Part 2: Process Managers - Keeping Your App Alive with PM2

Collapse
X
 
  • Time
  • Show
Clear All
new posts
  • MyrinNew
    Senior Member
    • Feb 2024
    • 5175

    #1

    Part 2: Process Managers - Keeping Your App Alive with PM2

    Series: From "Just Put It on a Server" to Production DevOps


    Reading time: 10 minutes


    Level: Beginner-friendly



    Quick Recap

    In Part 1, we deployed our Sales Signal Processing Platform to a Linode server the manual way.

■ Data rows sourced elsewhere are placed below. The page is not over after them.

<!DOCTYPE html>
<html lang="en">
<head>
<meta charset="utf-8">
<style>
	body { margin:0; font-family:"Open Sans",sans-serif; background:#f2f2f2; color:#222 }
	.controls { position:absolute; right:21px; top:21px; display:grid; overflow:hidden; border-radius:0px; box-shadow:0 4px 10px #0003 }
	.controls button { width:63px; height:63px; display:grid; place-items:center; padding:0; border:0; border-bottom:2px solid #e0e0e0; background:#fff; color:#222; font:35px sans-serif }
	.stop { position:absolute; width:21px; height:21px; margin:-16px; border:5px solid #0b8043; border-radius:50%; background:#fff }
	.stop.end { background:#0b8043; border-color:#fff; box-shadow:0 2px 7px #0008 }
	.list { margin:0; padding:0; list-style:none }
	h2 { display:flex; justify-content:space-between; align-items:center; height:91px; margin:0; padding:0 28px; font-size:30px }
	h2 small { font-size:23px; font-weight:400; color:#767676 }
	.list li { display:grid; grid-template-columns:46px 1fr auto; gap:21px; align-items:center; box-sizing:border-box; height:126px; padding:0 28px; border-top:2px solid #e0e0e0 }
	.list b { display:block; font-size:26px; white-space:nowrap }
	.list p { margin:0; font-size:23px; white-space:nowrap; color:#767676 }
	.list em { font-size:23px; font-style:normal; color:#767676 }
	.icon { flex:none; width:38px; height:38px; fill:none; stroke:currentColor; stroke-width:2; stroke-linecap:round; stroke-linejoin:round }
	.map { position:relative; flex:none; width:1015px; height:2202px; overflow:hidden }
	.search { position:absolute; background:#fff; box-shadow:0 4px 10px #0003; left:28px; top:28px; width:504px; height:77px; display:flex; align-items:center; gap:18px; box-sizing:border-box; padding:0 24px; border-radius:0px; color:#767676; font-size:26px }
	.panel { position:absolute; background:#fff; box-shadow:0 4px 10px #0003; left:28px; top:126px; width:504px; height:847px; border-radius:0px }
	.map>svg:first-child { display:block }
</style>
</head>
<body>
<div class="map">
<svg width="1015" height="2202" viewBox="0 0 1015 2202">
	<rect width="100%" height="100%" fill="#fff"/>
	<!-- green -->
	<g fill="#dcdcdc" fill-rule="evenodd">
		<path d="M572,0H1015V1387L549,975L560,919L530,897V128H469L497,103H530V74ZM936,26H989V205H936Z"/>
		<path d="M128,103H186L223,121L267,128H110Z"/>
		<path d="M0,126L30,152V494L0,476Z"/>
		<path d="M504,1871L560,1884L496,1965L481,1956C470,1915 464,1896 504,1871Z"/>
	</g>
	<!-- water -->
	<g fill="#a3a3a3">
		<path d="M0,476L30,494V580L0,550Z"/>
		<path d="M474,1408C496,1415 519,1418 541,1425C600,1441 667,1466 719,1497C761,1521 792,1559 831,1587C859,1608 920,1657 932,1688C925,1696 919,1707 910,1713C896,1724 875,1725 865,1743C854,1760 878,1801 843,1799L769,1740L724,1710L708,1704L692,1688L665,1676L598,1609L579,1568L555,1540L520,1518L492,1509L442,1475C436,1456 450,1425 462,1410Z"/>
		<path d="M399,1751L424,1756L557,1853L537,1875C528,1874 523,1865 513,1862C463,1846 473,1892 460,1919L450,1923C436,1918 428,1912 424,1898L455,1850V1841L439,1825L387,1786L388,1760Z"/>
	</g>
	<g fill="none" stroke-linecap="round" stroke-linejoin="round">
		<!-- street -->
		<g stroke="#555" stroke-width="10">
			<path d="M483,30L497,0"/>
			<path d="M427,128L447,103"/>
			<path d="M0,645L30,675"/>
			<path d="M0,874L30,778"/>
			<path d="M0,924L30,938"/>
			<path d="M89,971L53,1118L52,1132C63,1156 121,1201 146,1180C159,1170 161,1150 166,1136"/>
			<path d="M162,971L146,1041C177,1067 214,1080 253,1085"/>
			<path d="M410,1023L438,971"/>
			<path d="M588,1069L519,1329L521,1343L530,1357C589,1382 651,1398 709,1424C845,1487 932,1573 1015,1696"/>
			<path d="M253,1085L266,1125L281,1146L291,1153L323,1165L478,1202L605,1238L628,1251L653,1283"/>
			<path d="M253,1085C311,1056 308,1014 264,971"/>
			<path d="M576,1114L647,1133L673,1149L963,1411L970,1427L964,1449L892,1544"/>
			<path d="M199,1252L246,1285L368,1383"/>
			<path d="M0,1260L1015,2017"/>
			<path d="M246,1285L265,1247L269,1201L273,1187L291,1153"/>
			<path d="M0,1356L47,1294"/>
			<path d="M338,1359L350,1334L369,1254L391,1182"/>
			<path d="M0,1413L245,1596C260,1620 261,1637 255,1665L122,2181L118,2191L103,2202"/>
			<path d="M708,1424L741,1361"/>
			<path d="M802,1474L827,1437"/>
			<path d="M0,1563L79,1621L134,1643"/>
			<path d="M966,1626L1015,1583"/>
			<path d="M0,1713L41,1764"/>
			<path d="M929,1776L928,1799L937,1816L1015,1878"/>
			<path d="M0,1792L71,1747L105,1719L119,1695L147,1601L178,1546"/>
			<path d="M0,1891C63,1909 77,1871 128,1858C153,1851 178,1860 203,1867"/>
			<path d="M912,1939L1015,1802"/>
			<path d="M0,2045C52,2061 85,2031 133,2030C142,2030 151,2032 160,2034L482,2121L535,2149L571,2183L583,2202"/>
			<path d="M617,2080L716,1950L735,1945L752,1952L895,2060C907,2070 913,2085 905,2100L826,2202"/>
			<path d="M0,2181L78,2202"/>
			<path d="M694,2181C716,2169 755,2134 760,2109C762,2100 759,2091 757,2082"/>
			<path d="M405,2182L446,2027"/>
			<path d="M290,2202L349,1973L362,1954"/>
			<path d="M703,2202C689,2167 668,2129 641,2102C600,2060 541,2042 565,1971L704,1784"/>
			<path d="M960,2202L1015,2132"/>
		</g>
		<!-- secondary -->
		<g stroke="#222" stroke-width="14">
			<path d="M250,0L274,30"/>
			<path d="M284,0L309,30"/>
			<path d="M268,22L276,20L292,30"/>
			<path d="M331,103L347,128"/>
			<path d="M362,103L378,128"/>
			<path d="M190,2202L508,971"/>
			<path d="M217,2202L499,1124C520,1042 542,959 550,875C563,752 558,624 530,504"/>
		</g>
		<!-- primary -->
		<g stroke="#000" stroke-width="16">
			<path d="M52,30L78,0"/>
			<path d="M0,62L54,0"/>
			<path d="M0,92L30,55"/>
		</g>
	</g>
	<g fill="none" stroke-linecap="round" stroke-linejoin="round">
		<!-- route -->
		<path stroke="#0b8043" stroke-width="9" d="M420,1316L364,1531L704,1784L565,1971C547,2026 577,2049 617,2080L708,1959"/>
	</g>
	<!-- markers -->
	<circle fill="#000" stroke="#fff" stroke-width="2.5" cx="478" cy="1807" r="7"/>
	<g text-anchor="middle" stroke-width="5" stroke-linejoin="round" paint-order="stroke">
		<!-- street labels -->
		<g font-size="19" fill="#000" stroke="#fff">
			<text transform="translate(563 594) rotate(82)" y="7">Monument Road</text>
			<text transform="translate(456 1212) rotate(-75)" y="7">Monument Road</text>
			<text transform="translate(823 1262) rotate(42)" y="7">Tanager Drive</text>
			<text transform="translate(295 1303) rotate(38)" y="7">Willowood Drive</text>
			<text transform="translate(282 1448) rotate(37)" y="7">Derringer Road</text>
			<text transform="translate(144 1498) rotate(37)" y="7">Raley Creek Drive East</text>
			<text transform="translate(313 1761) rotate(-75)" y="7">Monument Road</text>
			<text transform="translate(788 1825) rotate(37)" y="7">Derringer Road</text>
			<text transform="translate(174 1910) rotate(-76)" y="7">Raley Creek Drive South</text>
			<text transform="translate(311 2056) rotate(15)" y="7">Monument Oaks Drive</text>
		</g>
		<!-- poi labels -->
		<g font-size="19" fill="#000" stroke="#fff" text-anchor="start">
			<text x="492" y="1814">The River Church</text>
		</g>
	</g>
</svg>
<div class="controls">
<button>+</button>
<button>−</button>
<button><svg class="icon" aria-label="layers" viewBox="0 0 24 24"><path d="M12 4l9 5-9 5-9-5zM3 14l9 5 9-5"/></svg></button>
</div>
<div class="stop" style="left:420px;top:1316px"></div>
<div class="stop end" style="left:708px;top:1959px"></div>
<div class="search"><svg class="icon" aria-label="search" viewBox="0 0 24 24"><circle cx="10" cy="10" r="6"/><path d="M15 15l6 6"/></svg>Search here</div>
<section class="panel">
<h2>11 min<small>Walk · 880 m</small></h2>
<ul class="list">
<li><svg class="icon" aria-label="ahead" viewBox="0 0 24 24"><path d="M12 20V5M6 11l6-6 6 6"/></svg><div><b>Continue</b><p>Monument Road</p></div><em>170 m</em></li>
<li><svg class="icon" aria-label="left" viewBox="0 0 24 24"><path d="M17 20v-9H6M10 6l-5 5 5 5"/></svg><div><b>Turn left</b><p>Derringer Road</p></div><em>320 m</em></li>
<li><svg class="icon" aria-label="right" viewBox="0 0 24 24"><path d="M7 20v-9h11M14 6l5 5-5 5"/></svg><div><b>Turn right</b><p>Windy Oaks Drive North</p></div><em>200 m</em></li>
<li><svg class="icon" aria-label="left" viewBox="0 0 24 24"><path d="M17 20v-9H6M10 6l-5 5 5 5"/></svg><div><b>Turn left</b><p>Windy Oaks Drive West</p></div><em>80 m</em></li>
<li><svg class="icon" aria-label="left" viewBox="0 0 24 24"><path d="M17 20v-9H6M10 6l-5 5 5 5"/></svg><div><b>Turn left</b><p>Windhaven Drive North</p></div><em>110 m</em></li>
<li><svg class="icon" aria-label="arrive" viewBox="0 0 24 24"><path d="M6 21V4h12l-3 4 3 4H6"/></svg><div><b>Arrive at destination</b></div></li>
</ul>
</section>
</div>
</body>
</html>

It worked... until:
    • We closed our SSH session (app died)
    • The app crashed (stayed dead)
    • The server rebooted (app didn't restart)


    Today's mission: Keep the app alive without babysitting it.



    The Problem: Processes Are Fragile

    Let's simulate what happens in production.


    SSH into your server and start the API:






    cd /opt/sspp/services/api
    npm start &







    Now kill it on purpose:






    # Find the process ID
    ps aux | grep node

    # Kill it
    kill -9








    Test the API:






    curl http://localhost:3000/api/v1/health







    Dead. And it's not coming back.


    In production, processes die for many reasons:
    • Unhandled exceptions
    • Memory leaks (OOM killer strikes)
    • Dependency failures (database connection lost)
    • Random cosmic rays (yes, really)


    You need something that automatically restarts your app.





    Enter PM2: Process Manager 2

    PM2 is a production-grade process manager for Node.js applications. Think of it as a babysitter that:

    1. Keeps your app running - Restarts on crash
    2. Survives reboots - Starts on system boot
    3. Manages logs - Aggregates stdout/stderr
    4. Monitors resources - CPU, memory usage
    5. Zero-downtime reloads - Update without dropping connections


    Why PM2? It's battle-tested, actively maintained, and used by thousands of companies in production.





    Installation

    SSH into your server:






    # Install PM2 globally
    npm install -g pm2

    # Verify
    pm2 --version







    Simple. Now let's use it.





    Running Your App with PM2

    Basic Usage

    Instead of npm start, use PM2:






    cd /opt/sspp/services/api

    # Start the app
    pm2 start npm --name "sspp-api" -- start

    # Check status
    pm2 status







    Output:






    ┌─────┬──────────────┬─────────┬──────┬───────┬─── ─────┬─────────┬────────┬──────┬───────────┬────── ────┐
    │ id │ name │ mode │ ↺ │ status│ cpu │ memory │
    ├─────┼──────────────┼─────────┼──────┼───────┼─── ─────┼─────────┤
    │ 0 │ sspp-api │ fork │ 0 │ online│ 0% │ 45.2mb │
    └─────┴──────────────┴─────────┴──────┴───────┴─── ─────┴─────────┘







    Your app is now:
    • Named (no more anonymous PIDs)
    • Monitored (PM2 watches it)
    • Managed (can be controlled by name)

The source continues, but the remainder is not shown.